On the anniversary of Jatindranath Das’s death by torture in prison, The Wire reproduces an account by a fellow prisoner convicted in the Lahore conspiracy case.
Premdatta Verma was the youngest member convicted to five years imprisonment in Lahore conspiracy case.
In court proceedings when approver turned prosecution witness Jai Gopal teased the revolutionaries, Premdatta could not control himself and threw a chappal at Jai Gopal. For this act, the revolutionaries faced much torture in jail and inside the court room too. Although a formal apology was given by the revolutionaries, the tortures did not end.
Like many other revolutionary comrades of Bhagat Singh who survived, Premdatta too went into oblivion and away from the public eye. When Premdatta’s son, Pramod Datta, contacted me, I came to know that Premdatta Verma was alive till September 19, 2011. He had lived to a 100.
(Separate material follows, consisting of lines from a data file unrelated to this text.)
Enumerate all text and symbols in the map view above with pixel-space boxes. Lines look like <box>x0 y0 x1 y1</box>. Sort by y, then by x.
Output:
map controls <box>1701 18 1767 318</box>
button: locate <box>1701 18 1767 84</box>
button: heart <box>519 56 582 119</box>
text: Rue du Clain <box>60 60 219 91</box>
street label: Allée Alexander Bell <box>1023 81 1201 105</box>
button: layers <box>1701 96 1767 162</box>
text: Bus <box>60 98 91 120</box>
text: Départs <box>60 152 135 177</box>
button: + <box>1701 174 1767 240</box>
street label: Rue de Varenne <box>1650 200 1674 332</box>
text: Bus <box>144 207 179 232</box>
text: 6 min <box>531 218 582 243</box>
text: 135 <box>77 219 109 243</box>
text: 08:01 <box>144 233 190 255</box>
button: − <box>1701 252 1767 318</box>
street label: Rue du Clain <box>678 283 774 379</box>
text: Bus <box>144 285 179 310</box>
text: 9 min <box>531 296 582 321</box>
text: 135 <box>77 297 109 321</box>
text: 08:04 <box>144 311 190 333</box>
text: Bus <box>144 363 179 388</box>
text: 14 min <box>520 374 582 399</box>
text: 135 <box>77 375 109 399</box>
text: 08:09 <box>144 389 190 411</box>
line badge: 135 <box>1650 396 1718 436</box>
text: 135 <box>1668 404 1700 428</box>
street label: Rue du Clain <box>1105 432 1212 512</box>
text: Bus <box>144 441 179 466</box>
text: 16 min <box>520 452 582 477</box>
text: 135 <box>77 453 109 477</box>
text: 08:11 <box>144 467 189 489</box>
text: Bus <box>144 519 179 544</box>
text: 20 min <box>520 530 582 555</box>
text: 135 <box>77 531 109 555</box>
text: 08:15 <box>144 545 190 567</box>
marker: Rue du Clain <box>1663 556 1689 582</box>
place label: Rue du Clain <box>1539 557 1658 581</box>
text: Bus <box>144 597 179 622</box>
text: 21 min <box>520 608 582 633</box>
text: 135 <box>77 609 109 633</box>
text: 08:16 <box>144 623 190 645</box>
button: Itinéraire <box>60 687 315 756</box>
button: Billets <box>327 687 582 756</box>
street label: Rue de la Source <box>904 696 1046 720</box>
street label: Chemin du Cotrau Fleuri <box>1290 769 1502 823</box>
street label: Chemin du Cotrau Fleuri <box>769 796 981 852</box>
After Independence, Premdatta had joined as lecturer in the history department of the Panjab University at Chandigarh. Despite my best efforts, I was not able to get any details of his time there from the university, except that a tribute to his co-prisoner Jatindranath Das was found in a university bulletin, in the September 19, 1964 issue.
On the anniversary of Jatindranath Das’s martyrdom – he died on September 13, 1929 – his co-prisoner and revolutionary’s eye-witness account on the Panjab University’s weekly bulletin is as relevant as it always was.
– Chaman Lal, editor of The Bhagat Singh Reader,
and honorary advisor to the Bhagat Singh Archives at New Delhi.
18 revolutionary under-trials under the leadership of Jatindranath Das went on a prolonged hunger strike in protest against the horrible conditions in the British jails. They demanded that they be treated not as criminals but as political prisoners. The entire nation rallied behind the hunger strikers.
In the jail, the force-feeding gang came twice a day, armed with doctors, hefty jail warders, rubber tubes, funnels and jugs of milk. Seven persons held Jatin down, four for the two legs, one each for the arms, and one to hold the head in position. When Jatin was held flat on the bed, a tube was thrust through his nostrils down through the food pipe. Milk was poured through a funnel.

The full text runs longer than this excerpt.